Although Tesla (TSLA) delivered its best-ever quarterly performance in the second quarter, its share price dropped 7% on July 2, marking its largest single-day decline in nearly a year. Data shows that Tesla delivered 480,126 vehicles in the second quarter, a 25% increase year-over-year, far exceeding Wall Street analysts’ expectations of 406,000 units. During the same period, energy storage deployments in its energy division also rose to 13.5 GWh. However, this marks the third consecutive time the company has seen its stock price fall after releasing strong delivery figures. Market analysts believe that part of the quarter’s demand was stimulated by short-term factors, such as surging oil prices driven by geopolitical conflicts, and that some battery and truck sales involved related-party transactions with other companies owned by the founder. The sustainability of such demand remains questionable.
In stark contrast to the market’s cool response to the delivery data, Tesla’s stock price rose by a similar margin after it officially launched its Robotaxi service in Miami on July 3. This contrast clearly indicates that the market no longer views Tesla as a mere automobile manufacturer, and its valuation logic is shifting toward that of an artificial intelligence and robotics company. Morgan Stanley recently maintained a “Hold” rating on Tesla in a research report, with a price target of $415. The bank expects Tesla to roll out Robotaxi services in all its planned metropolitan areas, including Phoenix, Orlando, Tampa, and Las Vegas, by the end of this year. In addition, recent sightings of test vehicles in New Orleans suggest that the operational network may expand further.

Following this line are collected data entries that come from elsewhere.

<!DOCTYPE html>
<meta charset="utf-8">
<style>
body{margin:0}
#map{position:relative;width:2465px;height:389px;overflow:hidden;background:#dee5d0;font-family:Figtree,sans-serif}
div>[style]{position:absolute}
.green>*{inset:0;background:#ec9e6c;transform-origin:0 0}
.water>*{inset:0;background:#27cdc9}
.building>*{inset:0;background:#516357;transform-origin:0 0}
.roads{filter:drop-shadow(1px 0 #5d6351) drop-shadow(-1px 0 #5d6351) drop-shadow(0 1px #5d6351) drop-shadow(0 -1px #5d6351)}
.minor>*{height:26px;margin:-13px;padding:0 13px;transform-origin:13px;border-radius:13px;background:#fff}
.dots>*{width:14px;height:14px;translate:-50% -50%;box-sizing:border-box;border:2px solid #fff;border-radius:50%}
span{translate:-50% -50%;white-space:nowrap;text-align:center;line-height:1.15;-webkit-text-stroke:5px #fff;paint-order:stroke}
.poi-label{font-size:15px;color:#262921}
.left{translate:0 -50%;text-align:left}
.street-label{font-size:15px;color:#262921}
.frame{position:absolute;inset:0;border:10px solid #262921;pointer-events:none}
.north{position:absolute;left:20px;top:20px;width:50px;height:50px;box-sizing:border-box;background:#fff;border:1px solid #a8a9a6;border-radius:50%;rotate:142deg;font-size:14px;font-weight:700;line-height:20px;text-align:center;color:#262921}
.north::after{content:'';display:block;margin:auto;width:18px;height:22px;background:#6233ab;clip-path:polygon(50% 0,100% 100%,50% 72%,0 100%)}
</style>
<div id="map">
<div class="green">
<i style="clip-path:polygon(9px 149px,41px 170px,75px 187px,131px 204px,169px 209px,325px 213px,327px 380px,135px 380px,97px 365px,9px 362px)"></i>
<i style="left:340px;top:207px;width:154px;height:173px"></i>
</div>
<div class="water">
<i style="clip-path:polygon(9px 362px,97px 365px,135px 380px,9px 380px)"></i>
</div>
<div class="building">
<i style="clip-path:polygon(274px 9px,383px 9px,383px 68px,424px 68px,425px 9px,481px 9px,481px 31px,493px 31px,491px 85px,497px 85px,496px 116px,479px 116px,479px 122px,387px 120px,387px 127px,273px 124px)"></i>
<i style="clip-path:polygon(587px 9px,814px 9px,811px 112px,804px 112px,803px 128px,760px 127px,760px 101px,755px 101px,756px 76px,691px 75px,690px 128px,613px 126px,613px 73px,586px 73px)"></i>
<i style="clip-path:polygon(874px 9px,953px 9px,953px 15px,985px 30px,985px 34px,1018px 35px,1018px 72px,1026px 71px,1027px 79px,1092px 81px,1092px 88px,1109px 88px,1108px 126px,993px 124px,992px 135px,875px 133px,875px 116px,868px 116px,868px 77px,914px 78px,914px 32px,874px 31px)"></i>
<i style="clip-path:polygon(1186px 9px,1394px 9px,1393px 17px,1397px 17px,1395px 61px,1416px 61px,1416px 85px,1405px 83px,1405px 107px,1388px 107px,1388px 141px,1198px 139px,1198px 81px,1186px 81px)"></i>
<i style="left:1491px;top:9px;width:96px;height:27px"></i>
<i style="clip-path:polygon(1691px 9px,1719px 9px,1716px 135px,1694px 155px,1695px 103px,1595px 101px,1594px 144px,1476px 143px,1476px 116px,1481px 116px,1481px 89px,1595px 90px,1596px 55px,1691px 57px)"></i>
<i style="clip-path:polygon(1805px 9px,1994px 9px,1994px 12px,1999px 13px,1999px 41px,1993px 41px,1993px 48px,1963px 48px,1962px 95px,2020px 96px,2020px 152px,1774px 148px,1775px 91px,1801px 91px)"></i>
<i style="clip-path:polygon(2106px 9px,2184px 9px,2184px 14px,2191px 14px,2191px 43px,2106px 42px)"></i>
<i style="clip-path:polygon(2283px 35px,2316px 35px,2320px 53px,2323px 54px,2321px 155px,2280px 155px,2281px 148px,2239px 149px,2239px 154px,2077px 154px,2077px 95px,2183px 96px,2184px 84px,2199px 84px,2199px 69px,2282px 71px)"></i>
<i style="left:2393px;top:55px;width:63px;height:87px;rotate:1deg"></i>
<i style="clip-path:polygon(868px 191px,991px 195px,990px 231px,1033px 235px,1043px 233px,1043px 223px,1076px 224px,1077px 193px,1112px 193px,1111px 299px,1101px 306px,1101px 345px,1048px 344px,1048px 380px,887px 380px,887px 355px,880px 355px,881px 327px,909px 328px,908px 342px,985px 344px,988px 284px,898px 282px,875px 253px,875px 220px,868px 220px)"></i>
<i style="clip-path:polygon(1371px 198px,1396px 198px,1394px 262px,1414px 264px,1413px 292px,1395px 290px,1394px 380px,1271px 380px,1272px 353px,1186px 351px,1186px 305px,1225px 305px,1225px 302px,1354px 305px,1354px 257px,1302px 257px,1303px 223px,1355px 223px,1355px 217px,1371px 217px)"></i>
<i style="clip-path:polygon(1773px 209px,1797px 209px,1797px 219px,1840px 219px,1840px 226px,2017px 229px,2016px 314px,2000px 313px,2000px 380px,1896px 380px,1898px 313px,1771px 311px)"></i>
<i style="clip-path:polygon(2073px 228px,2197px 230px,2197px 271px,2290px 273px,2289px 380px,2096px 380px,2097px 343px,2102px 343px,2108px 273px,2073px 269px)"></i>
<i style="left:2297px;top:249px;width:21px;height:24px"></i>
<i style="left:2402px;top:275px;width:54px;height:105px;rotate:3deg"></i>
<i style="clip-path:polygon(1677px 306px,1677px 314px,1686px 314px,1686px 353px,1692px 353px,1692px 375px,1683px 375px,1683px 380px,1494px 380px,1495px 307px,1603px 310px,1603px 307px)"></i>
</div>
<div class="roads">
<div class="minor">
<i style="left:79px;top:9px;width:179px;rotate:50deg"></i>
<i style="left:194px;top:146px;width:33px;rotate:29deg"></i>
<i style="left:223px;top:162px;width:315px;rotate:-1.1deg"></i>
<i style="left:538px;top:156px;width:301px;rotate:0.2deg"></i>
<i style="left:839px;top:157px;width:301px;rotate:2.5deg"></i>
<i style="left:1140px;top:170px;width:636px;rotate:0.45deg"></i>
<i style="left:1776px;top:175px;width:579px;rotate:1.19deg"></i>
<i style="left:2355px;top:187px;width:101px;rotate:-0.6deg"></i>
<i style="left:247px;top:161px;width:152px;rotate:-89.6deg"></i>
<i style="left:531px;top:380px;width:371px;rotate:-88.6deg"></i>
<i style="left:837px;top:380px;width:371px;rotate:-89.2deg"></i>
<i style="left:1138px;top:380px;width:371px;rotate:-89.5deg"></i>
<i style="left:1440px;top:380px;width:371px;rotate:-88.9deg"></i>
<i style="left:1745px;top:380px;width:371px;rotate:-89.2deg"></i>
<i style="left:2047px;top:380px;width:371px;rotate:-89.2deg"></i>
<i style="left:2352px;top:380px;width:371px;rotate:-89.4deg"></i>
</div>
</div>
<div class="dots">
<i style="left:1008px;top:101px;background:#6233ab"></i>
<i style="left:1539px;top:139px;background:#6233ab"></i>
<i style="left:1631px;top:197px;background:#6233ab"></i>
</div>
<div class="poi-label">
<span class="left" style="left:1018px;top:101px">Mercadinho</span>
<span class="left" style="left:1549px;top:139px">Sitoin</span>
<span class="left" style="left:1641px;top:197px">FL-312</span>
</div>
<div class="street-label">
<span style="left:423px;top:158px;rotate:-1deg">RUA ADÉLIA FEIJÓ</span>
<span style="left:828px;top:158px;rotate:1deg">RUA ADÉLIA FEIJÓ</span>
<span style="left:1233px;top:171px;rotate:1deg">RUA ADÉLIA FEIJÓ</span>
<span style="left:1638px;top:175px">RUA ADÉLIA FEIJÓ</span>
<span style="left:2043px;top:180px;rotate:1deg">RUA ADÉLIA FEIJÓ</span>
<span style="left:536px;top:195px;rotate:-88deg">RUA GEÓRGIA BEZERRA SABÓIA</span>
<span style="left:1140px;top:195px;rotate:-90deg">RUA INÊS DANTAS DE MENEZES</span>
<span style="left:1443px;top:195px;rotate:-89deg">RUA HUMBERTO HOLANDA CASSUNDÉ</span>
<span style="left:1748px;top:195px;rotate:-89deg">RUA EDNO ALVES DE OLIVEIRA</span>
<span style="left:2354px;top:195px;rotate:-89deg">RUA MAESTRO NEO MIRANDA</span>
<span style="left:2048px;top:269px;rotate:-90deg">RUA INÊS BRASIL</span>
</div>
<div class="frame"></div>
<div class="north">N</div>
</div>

Morgan Stanley has established a tracking metric based on data from the U.S. National Highway Traffic Safety Administration. The data shows that since the launch of Robotaxi, the average miles driven per accident have shown significant improvement. The bank believes that whether Tesla can continuously improve its accident rate while scaling up its fleet will become the most critical metric for investors to judge the success of its Robotaxi business. Although the absolute number of Robotaxis this year will have limited impact on profitability, the pace of their rollout will provide clearer judgment for investors who question the large-scale commercialization prospects of its autonomous driving technology. At the same time, FSD usage continues to accelerate, with cumulative miles driven reaching 10 billion as of early May.
Elon Musk has steered the company’s focus toward Cybercab, the Semi truck, and the Optimus humanoid robot, while discontinuing production of the flagship Model S and Model X to adjust production lines. This strategic transformation, while increasing the risk profile, has also changed the company’s valuation composition. In Morgan Stanley’s $415 price target, the core automotive business contributes only $45, while network services, Robotaxi mobility services, and humanoid robots are valued at $144, $125, and $60, respectively. Tesla will release its full financial report on July 22, which will be an important moment to test whether its AI strategy is supported by substantive data.